Our best wishes for a fulfilling week,  

Logos LP

Temperament Determines Outcomes


Good Morning,

This week U.S. stocks climbed to record highs and Treasuries rallied after a core inflation reading slowed, adding to evidence that economic growth continues apace without stoking price increases. The dollar pared losses.


The three major indexes posted slight weekly gains. The S&P 500 and the Dow recorded their fifth consecutive weekly gains, while the Nasdaq has completed three.


Bonds in Europe gained after a report that the European Central Bank may continue asset purchases for at least nine months after it starts tapering in January. The Stoxx Europe 600 Index climbed, led by steelmakers and miners as most industrial metals gained and crude oil rose back above $51 a barrel.


Excluding food and energy, so-called core prices rose 0.5 percent in September, below an estimate of 0.6 percent. At the same time, a Commerce Department report also released Friday showed U.S. retail sales rose in September by the most in more than two years, as Americans replaced storm-damaged cars and paid higher prices at the gasoline pump. Excluding autos and gas, sales still increased at the second-fastest pace since January.

The inflation data bolstered the view that U.S. inflation below the Federal Reserve’s target may be structural rather than transitory, prompting traders to slightly reduce the odds of another rate increase in December. Could the Fed be ignoring actual inflation data?

Our Take

As we’ve suggested in the past, inflation is simply not cooperating but the fundamentals continue to look good. The never-ending crazy going on in Washington simply hasn’t stopped the economic expansion.


The International Monetary Fund, echoing increasingly gloomy sentiment in Washington, has concluded that the Donald Trump administration and Congress probably won't succeed in enacting tax reform or even significant tax cuts. The Republican chairman of the Senate Foreign Relations Committee calls the White House "an adult day care center" and says he fears that the president's reckless bluster may lead us into World War III. The president, meanwhile, says he wants to compare IQ test scores with his secretary of state.


No worries. Investors do not appear to be concerned about any of these things. Earnings season has also gotten off to a good start, with 87 percent of the companies that have reported topping bottom-line expectations. The number of companies currently beating estimates, and the margin by which they are doing so, is running at a clip well above what these same 31 companies have recorded, on average, over the past three years.


Even Buffett thinks that stock valuations make sense with interest rates where they are. You measure laying out money for an asset in relation for what you are going to get back. You get 2.30% on the ten year. Seems fair to say that stocks will do better over the long term. In case you missed it Warren Buffett’s full interview on CNBC.

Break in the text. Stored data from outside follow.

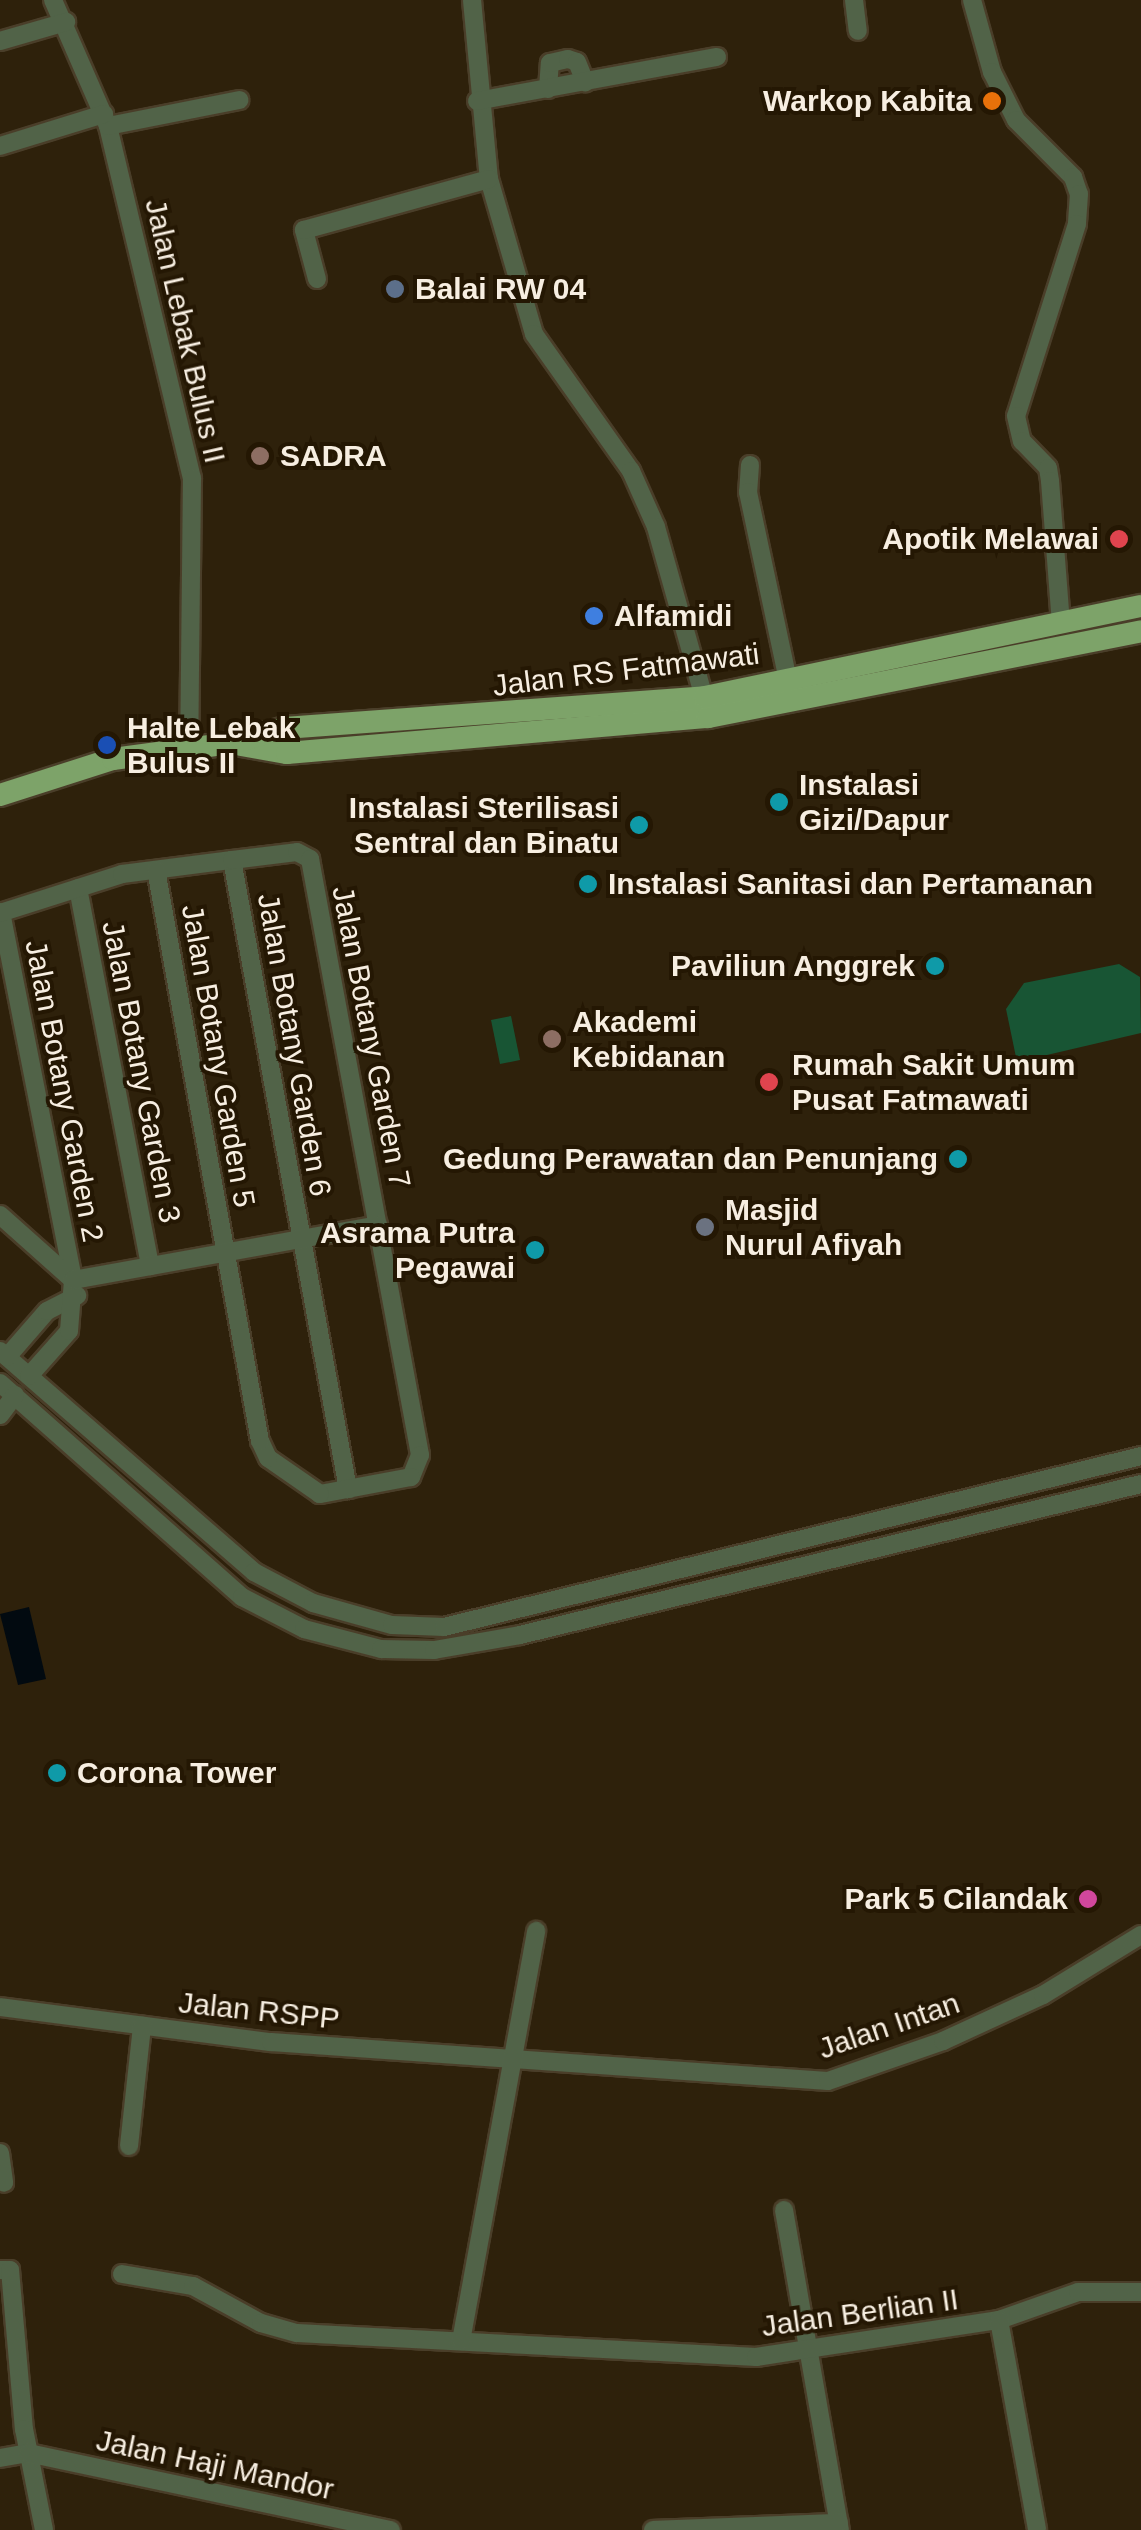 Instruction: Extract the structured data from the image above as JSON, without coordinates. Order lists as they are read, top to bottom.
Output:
{
  "streets": {
    "main road": ["Jalan RS Fatmawati"],
    "street": [
      "Jalan Lebak Bulus II",
      "Jalan Botany Garden 7",
      "Jalan Botany Garden 6",
      "Jalan Botany Garden 5",
      "Jalan Botany Garden 3",
      "Jalan Botany Garden 2",
      "Jalan RSPP",
      "Jalan Intan",
      "Jalan Berlian II",
      "Jalan Haji Mandor"
    ]
  },
  "crossings": [
    ["Jalan Lebak Bulus II", "Jalan RS Fatmawati"],
    ["Jalan Botany Garden 7", "Jalan Botany Garden 6"],
    ["Jalan Botany Garden 7", "Jalan Botany Garden 5"],
    ["Jalan Botany Garden 6", "Jalan Botany Garden 5"],
    ["Jalan RSPP", "Jalan Intan"]
  ],
  "places": [
    "Warkop Kabita",
    "Balai RW 04",
    "SADRA",
    "Apotik Melawai",
    "Alfamidi",
    "Halte Lebak Bulus II",
    "Instalasi Gizi/Dapur",
    "Instalasi Sterilisasi Sentral dan Binatu",
    "Instalasi Sanitasi dan Pertamanan",
    "Paviliun Anggrek",
    "Akademi Kebidanan",
    "Rumah Sakit Umum Pusat Fatmawati",
    "Gedung Perawatan dan Penunjang",
    "Masjid Nurul Afiyah",
    "Asrama Putra Pegawai",
    "Corona Tower",
    "Park 5 Cilandak"
  ]
}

But what of the concept of Ben Graham's “margin of safety” in this "bull market in everything" environment? The idea that the price paid for an asset (stock, bond, real estate etc.) should allow for human error, bad luck or, indeed, many things going wrong at once.


In a problematic world of trade tariffs, nuclear braggadocio, nationalism and inequality such a concept is more prescient than ever. Rarely have so many asset classes -from stocks, to bonds, to gold, to real estate to bitcoins, to wine, to classic cars- exhibited such a sense of invulnerability. And all at the same time to boot! Listen to the temperature of this market. Listen for the all too familiar refrains of “this time it’s different” as they roll in. Timing markets is a fool’s game, but remaining alert to the concept of “margin of safety” is not. It may ensure survival.  



Many great investors suggest that generating above average investment results necessitates above average temperament.


As warren Buffett has stated: “Success in investing doesn’t correlate with I.Q. once you’re above the level of 25. Once you have ordinary intelligence, what you need is the temperament to control the urges that get other people into trouble in investing.”


Over the last few weeks in particular I’ve observed this on numerous occasions. Individuals with seemingly above average intelligence making poor decision after poor decision, blinded by ego and jealousy. Weakened by insecurity and contempt. Burdened by an inability to move forward after failure. Influenced by “opinions” when they reach “decisions”. Led astray by their own faulty temperaments.


This week I came across an interesting piece in the Economist that made me think deeply about temperament. Management gurus have poured over a related topic endlessly: is a knack for entrepreneurship something that you are born with, or something that can be taught? In a break with those gurus’ traditions, a group of economists and researchers from the World Bank, the National University of Singapore and Leuphana University in Germany decided that rather than simply concoct a theory, they would conduct a controlled experiment.


Moreover, instead of choosing subjects from the boardrooms of powerful corporations or among the latest crop of young entrepreneurs in Silicon Valley, Francisco Campos and his fellow researchers chose to monitor 1,500 people running small businesses in Togo in West Africa.


As they reported in Science, the researchers split the businesses into three groups of 500. One group served as the control. Another received a conventional business training in subjects such as accounting and financial management, marketing and human resources. They were also given tips on how to formalise a business. The syllabus came from a course called Business Edge, developed by the International Finance Corporation.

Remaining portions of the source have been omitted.